蓝咒 提交于 2019-12-02 19:30:32

Initial note. If time series were short (for example T = 30), we wouldn't need stateful LSTM and classic LSTM would work well. In OP question, time series lengths are T=3000, so learning can be very slow with classic LSTM. Learning will be improved by cutting the time series into pieces and using stateful LSTM.

Stateful mode with N=batch_size. Stateful models are tricky with Keras, because you need to be careful on how you cut time series and select batch size. In OP question, sample size is N=100. Since we can accept to train model with batch of one hundred (it is not a large number), we will select batch_size=100.
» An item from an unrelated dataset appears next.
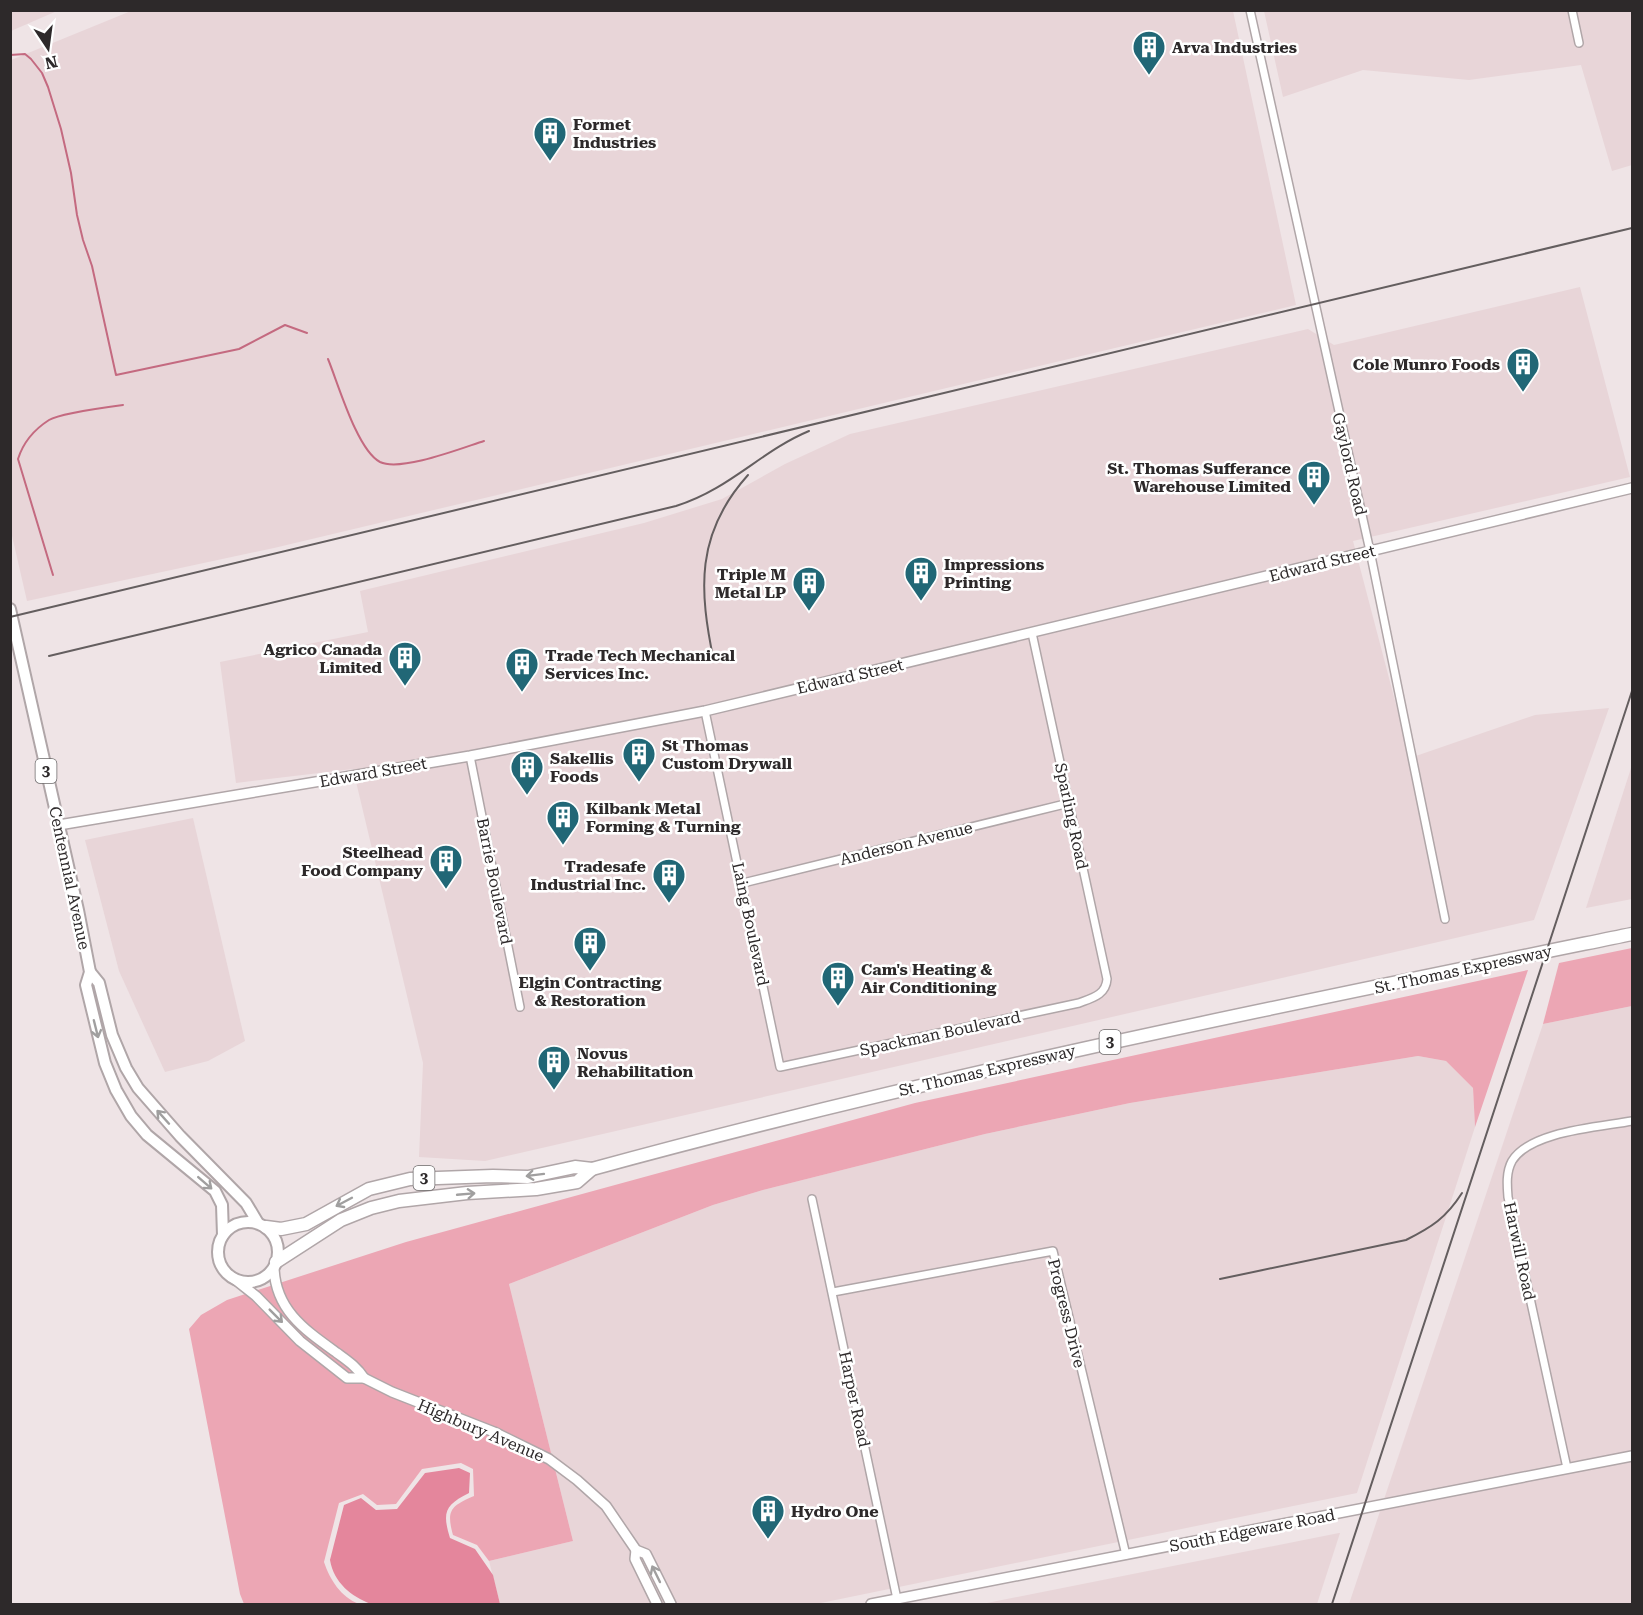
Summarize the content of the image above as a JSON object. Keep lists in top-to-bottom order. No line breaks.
{"streets":{"highway":["3","St. Thomas Expressway"],"main road":["Centennial Avenue"],"street":["Gaylord Road","Edward Street","Sparling Road","Anderson Avenue","Barrie Boulevard","Laing Boulevard","Spackman Boulevard","Harwill Road","Progress Drive","Harper Road","Highbury Avenue","South Edgeware Road"]},"crossings":[["Gaylord Road","Edward Street"],["Edward Street","Sparling Road"],["Edward Street","Centennial Avenue"],["Edward Street","Barrie Boulevard"],["Edward Street","Laing Boulevard"],["Sparling Road","Anderson Avenue"],["Sparling Road","Spackman Boulevard"],["Anderson Avenue","Laing Boulevard"],["Centennial Avenue","St. Thomas Expressway"],["Centennial Avenue","Highbury Avenue"],["Laing Boulevard","Spackman Boulevard"],["St. Thomas Expressway","Highbury Avenue"],["Harwill Road","South Edgeware Road"],["Progress Drive","Harper Road"],["Progress Drive","South Edgeware Road"],["Harper Road","South Edgeware Road"]],"places":{"building":["Arva Industries","Formet Industries","Cole Munro Foods","St. Thomas Sufferance Warehouse Limited","Impressions Printing","Triple M Metal LP","Agrico Canada Limited","Trade Tech Mechanical Services Inc.","St Thomas Custom Drywall","Sakellis Foods","Kilbank Metal Forming & Turning","Steelhead Food Company","Tradesafe Industrial Inc.","Elgin Contracting & Restoration","Cam's Heating & Air Conditioning","Novus Rehabilitation","Hydro One"]},"north":"bottom"}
Selecting batch_size=N simplifies the training because you do not need to reset states inside epochs (so no need to write a callback on_batch_begin).
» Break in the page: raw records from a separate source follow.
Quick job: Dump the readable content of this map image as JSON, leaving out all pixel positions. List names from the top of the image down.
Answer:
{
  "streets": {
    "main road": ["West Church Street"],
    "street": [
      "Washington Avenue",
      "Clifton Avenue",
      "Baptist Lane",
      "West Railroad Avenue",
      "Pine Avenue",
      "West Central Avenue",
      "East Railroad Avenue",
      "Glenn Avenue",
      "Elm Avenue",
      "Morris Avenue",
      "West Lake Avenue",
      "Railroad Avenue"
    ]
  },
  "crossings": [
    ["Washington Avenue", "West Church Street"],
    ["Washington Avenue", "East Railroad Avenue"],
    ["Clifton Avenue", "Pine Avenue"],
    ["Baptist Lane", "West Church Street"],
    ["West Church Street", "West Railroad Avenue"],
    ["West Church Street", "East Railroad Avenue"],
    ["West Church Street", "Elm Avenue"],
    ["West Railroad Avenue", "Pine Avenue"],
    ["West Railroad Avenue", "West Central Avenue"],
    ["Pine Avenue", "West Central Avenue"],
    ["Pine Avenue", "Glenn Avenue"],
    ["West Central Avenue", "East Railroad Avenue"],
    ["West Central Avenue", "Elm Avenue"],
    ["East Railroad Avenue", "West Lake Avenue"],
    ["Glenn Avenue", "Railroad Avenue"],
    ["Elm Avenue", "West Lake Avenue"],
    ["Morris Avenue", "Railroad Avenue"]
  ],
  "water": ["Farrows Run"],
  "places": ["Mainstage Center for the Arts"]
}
It remains the question of cutting the time series. Cutting is a little technical, so I wrote a wrapper function working in all cases.

def stateful_cut(arr, batch_size, T_after_cut):
    if len(arr.shape) != 3:
        # N: Independent sample size,
        # T: Time length,
        # m: Dimension
        print("ERROR: please format arr as a (N, T, m) array.")

    N = arr.shape[0]
    T = arr.shape[1]

    # We need T_after_cut * nb_cuts = T
    nb_cuts = int(T / T_after_cut)
    if nb_cuts * T_after_cut != T:
        print("ERROR: T_after_cut must divide T")

    # We need batch_size * nb_reset = N
    # If nb_reset = 1, we only reset after the whole epoch, so no need to reset
    nb_reset = int(N / batch_size)
    if nb_reset * batch_size != N:
        print("ERROR: batch_size must divide N")

    # Cutting (technical)
    cut1 = np.split(arr, nb_reset, axis=0)
    cut2 = [np.split(x, nb_cuts, axis=1) for x in cut1]
    cut3 = [np.concatenate(x) for x in cut2]
    cut4 = np.concatenate(cut3)
    return(cut4)

From now, it become easy to train the model. Since the OP example is very simple, we do not need additional preprocessing or regularization. I describe how to proceed step by step (for the impatient, whole self-contained code is available at the very end of this post).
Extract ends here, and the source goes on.